Why, in the wake of George Floyd’s muder by the police, do you believe that some fashion brands and industry leaders have either stayed silent on the issues or have made empty gestures on social media?
I think people are so afraid to get it wrong, so they stay frozen. It takes so much courage to just try and it’s imperative that they do try. This is not a new issue and it’s been talked about for a very long time, but I think right now brands are either jumping to get it right and put a quick bandaid on it or they’re not trying at all for fear of getting it wrong, and that is why you need to have somebody inside of your organization that comes from the community that you are advocating for.
Every Black colleague and designer I’ve spoken with has felt the same way: heavy. It’s easy to get used to maneuvering around the race issues that plague the fashion industry. It becomes “normal.” This situation has made us look at the reality and see how much has been wrong. We’ve been forced to deal with the racism we’ve faced for years in fashion and it hurts.
There is a lot of talk about the fashion industry looking inward and addressing its systemic race issues internally. But is there more value in bringing non-fashion types into the conversation?
I haven’t really seen the fashion industry ever look to outsiders for insight. Normally, fashion industry insiders consult with insiders, [but] I do think there’s so much value to having a fresh perspective. Outsiders are bridge builders. That’s what we’ve been doing the entire time with Harlem’s Fashion Row: building bridges between industries and businesses and designers, and we’ve had many tough conversations about race for years. It’s about meeting people where they are and starting from a place of empathy and then just having really honest dialogue and giving people safe spaces to have that honest dialogue. Outsiders come with a very fresh perspective, a very different perspective and approach.

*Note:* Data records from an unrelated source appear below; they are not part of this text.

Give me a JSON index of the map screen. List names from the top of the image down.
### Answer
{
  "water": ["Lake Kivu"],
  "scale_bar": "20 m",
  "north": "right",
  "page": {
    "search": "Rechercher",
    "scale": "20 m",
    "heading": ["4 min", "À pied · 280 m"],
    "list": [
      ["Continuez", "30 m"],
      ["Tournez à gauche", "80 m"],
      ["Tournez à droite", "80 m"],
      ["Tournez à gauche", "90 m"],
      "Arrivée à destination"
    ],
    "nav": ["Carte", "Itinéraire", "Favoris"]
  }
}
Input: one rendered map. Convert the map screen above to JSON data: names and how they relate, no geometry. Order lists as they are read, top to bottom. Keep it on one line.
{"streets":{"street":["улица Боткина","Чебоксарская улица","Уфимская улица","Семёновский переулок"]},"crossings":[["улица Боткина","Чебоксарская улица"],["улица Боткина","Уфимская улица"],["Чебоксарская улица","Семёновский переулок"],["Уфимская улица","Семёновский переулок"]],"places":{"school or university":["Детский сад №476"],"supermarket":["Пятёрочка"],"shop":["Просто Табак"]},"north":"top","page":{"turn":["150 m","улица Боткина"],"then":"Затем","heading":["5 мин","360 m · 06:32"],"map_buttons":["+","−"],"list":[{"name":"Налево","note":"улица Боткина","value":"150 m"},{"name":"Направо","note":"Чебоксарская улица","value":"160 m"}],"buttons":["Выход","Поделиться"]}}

I also believe that brands, platforms, and publications should support the non-profits that have been started from a place of passion and purpose. There are several non-profits and initiatives to support such as Fashion For All, BRAG, Your Friends in New York, 15 Percent Pledge, ICON360, and other initiatives that are in the works by Black creatives in fashion.
Fashion brands have begun hiring diversity and inclusion directors. How can a person in that position make important changes happen within a corporate structure for the long term?
I think those positions could be incredibly helpful at labels and within fashion publications if they were to be put in place with specific and measurable plans and if they were to also do an annual report and share it publicly. I think that would make those kinds of positions effective because right now, as a public, we don’t know that these positions exist, because there is no data to support it. I think making that data public on an annual basis and producing a diversity report that includes race as a part of diversity is important. Because a lot of times, race actually gets left out of the diversity conversation. You can be an incredibly diverse company and not have one diverse person on your entire staff, that happens everyday.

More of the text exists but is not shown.